At first, Hall selected virtual production to capture the feature, as it would reduce the need to rig a moving cab or pay fees to shoot on-location. The technology also provided other benefits, including creating a safe, realistic set for actors to perform in. “I was excited to use the technology,” said Hall. “It created an immersive environment for the cast, so when Sean was driving, he kept almost being afraid he was going to hit things. And then Dakota looks out the window and cars are whizzing by. She could actually see the street and everything, so they’re engaging with a real sense of time and place.”

Simulating Travel

To capture the film, Hall worked together with 4Wall Entertainment’s VPs of Special Projects Ben Danielowski and Mathew Leland, VP Supervisor Julian Sarmiento and Disguise VP of Virtual Production Addy Ghani. First, the team mapped the taxi route Hall wanted Daddio’s characters to take on Google Street View. Next, they worked together with Plate Pros to capture the route in the real world. They captured two hours of 4K car process plates within only one night of shooting.

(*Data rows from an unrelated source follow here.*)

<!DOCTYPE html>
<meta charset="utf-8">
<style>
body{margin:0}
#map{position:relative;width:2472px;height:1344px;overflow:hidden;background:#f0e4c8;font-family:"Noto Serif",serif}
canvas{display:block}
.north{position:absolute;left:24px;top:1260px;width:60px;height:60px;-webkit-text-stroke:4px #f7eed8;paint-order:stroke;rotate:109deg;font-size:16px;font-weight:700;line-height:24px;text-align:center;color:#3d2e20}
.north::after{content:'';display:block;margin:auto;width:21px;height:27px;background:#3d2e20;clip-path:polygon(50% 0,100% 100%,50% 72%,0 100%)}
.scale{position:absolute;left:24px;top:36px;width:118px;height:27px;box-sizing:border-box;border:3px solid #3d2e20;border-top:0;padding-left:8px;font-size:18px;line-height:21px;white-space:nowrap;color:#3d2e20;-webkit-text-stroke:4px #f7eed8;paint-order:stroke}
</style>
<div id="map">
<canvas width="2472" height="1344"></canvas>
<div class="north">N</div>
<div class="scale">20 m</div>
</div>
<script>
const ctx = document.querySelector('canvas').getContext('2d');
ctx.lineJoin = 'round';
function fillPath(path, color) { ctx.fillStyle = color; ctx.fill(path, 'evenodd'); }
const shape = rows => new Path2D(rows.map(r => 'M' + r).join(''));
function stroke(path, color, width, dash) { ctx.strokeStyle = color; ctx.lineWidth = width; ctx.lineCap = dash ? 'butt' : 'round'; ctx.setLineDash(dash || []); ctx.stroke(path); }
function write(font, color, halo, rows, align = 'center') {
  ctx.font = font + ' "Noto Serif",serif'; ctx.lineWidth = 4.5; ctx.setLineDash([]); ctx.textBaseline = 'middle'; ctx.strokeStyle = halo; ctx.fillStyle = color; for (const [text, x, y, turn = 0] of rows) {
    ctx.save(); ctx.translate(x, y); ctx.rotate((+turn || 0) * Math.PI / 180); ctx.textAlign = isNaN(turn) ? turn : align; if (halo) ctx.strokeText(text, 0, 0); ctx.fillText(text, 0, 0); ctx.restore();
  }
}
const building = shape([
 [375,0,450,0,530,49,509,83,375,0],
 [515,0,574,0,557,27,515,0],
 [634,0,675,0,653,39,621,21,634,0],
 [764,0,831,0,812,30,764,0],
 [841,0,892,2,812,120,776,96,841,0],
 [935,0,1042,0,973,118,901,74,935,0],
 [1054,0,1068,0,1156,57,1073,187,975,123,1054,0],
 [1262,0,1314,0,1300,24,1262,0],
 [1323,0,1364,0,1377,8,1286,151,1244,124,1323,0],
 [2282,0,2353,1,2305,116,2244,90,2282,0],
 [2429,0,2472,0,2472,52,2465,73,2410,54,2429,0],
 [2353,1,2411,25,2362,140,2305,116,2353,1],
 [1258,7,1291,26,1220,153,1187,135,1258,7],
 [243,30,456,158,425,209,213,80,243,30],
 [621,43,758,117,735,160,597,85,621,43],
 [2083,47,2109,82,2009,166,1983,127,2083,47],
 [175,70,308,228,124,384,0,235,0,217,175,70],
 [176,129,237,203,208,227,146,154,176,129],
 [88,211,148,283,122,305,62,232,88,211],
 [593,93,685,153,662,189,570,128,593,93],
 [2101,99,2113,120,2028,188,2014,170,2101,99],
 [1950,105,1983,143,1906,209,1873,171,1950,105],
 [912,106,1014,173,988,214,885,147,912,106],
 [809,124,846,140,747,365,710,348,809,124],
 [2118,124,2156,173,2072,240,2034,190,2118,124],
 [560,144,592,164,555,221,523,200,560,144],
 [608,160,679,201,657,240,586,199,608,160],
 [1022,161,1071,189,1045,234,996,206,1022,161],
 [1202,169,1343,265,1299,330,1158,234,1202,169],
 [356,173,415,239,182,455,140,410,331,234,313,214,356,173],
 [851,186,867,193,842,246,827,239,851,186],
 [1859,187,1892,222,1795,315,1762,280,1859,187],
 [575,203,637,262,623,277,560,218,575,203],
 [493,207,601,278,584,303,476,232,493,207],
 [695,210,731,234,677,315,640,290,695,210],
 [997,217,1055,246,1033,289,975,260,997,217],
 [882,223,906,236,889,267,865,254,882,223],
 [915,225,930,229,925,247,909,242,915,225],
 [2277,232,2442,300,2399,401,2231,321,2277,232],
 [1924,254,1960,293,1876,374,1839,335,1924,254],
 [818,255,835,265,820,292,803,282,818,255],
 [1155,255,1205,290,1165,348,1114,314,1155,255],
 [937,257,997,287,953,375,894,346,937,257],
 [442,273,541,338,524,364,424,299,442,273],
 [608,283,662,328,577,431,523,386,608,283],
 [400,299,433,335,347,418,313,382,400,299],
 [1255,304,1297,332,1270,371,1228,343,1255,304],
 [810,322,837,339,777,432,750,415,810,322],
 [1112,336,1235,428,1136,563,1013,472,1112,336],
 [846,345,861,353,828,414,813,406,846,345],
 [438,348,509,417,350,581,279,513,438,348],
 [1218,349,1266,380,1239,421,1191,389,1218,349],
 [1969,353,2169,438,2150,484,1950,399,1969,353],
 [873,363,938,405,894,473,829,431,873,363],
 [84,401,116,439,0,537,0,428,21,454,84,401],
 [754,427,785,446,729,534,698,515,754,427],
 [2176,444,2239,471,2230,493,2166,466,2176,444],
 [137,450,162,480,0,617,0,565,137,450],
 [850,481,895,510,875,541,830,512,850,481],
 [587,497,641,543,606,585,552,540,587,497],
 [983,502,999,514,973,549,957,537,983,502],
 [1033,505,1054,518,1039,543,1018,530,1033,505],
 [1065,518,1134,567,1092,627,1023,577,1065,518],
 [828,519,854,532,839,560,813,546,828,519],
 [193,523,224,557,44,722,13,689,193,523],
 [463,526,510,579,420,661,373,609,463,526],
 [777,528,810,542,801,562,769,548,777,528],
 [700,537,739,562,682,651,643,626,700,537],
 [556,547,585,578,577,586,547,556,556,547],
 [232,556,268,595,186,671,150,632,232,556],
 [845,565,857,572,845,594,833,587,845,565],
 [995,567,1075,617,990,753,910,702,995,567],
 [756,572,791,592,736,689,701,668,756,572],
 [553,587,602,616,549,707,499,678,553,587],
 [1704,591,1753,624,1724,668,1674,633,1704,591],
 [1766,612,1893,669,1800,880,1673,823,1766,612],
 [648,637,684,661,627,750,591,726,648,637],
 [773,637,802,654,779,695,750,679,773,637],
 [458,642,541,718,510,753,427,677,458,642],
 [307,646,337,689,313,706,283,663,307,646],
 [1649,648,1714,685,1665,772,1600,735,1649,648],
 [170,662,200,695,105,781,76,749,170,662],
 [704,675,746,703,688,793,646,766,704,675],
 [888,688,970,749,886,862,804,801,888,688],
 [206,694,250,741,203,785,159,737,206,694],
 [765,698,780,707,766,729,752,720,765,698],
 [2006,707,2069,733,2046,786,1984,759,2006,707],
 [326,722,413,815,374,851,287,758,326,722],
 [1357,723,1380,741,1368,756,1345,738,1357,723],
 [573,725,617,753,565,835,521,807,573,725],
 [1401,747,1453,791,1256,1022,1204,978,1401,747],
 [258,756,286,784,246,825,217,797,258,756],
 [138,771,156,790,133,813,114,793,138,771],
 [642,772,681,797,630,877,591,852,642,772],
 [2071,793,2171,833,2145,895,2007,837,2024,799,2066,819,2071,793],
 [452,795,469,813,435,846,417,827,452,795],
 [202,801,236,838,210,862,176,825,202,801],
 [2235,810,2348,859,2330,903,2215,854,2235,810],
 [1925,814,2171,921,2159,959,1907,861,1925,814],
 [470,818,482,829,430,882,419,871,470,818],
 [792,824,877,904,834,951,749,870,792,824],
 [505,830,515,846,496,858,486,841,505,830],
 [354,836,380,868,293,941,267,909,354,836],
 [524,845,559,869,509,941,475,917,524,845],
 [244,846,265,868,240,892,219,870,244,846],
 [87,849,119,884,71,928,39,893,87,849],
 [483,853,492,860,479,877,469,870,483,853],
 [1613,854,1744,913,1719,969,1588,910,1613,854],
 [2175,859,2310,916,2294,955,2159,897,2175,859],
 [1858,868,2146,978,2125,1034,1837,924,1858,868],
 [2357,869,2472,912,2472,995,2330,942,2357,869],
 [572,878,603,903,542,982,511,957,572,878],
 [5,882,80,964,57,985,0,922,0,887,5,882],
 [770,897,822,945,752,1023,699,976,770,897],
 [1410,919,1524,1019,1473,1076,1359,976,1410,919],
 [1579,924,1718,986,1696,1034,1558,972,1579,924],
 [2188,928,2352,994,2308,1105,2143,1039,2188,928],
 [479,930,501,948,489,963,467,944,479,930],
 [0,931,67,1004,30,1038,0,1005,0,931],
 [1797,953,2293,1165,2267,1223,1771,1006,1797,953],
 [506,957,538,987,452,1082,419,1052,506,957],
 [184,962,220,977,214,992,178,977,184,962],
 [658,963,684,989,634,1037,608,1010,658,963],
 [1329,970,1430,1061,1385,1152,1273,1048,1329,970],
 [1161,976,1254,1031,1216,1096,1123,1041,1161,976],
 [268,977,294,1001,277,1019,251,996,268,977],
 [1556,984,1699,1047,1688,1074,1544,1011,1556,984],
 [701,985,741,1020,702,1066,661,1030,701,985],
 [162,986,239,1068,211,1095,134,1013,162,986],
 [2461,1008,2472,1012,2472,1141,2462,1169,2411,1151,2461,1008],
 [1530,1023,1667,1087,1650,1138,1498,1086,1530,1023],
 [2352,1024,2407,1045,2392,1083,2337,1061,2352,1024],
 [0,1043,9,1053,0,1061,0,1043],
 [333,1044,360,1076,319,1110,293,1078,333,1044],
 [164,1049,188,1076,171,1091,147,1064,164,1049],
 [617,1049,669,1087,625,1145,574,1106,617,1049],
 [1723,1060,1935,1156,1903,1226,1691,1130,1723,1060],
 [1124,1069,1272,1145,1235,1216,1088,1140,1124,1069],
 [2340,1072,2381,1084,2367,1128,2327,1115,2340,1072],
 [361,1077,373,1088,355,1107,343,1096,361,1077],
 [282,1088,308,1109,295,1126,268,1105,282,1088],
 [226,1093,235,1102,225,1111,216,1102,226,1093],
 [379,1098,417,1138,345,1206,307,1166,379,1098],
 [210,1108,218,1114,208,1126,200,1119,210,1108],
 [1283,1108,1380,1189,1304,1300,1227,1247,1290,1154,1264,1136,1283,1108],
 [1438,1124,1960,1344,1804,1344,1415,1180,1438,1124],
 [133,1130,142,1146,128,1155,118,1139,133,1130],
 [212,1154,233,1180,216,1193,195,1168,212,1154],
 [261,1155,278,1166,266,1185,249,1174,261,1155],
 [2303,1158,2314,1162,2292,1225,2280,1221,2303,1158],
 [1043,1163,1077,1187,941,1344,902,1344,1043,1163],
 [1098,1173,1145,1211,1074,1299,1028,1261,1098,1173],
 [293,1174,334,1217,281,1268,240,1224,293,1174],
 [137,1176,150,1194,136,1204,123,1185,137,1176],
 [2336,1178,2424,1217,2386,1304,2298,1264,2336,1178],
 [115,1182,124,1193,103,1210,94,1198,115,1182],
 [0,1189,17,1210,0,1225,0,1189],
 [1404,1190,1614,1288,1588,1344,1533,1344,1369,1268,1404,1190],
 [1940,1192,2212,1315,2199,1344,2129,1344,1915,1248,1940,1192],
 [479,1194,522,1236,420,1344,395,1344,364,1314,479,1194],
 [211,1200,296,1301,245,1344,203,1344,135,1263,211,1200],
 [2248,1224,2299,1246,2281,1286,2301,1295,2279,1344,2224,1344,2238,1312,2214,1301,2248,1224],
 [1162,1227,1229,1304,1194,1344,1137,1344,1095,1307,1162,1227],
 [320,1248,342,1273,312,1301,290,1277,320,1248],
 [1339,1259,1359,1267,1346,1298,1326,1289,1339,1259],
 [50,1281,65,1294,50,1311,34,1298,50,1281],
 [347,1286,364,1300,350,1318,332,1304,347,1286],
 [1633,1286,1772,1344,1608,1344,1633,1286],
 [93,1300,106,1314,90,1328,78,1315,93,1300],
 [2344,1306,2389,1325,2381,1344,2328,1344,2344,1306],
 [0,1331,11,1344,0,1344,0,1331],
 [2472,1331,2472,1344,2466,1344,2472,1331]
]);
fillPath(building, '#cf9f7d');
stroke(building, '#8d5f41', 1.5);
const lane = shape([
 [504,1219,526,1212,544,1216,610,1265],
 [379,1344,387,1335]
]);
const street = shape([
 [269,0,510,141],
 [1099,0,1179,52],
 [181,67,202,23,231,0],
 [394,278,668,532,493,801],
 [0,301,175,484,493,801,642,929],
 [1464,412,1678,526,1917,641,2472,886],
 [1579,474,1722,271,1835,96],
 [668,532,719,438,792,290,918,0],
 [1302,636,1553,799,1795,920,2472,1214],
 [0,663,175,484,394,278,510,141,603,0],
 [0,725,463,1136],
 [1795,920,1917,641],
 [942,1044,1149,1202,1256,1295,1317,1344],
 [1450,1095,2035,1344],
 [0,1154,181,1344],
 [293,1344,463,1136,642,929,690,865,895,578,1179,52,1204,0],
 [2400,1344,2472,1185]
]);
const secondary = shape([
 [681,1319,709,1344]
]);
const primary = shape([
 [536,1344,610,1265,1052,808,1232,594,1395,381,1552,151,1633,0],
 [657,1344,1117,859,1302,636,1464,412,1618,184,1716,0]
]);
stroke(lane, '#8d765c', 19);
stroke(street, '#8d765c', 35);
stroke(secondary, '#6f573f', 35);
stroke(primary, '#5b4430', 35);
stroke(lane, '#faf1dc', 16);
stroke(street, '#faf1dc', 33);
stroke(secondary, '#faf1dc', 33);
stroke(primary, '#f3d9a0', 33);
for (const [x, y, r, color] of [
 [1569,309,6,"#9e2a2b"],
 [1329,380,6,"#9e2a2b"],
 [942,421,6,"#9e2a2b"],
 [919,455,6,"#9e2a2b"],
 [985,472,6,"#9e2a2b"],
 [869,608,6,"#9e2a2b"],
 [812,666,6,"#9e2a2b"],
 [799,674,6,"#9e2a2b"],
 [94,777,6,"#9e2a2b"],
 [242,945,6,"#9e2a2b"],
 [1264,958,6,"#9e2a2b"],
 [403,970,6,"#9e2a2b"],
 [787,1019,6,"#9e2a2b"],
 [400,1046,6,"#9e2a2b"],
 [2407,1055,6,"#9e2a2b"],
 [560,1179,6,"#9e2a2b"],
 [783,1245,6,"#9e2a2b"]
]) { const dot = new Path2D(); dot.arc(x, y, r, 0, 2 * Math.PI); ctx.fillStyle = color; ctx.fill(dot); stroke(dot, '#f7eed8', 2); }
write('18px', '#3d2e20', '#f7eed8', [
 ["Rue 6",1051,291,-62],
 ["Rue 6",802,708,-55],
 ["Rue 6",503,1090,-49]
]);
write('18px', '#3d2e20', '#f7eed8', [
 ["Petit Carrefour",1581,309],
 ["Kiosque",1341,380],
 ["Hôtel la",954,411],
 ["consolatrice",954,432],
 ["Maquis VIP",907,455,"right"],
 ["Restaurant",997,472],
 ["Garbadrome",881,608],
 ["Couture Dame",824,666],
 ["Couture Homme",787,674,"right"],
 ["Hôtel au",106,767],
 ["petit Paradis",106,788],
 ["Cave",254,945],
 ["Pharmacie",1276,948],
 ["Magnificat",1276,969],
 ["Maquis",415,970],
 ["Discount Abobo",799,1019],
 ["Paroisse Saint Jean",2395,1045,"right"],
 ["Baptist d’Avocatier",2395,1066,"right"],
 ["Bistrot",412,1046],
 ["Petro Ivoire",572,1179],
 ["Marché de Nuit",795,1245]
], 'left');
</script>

Once the route was captured, the team moved to production on 4Wall’s LED stage. Using Disguise’s GX 3 media servers, all the car process plates were reprojected and played back onto the LED volume. A real New York taxi cab was then cut in half so the team could put the camera in front of Johnson to capture her performance.

The Disguise Difference

“Using Disguise gave us the entire canvas,” said Leland. He explained that with Disguise, the team were able to easily twist and warp the flat car process plates into the correct perspective for the camera, as well as combine and play back multiple video plates in real time. “That means that although we have these individual screens, it’s all within one media server,” Leland added. “It allows us to map however we want, whether we want perspective, sizing, we can really kind of change what’s being reprojected onto those screens.”

“It would be impossible to make this feature with the budget we had without using virtual production,” says Hall.

After an international premiere at Toronto Film Festival, Daddio was picked up by Sony Pictures Classics and is now screening in select cinemas in the United States and Canada, and has been released on streaming platforms Now TV and Roku.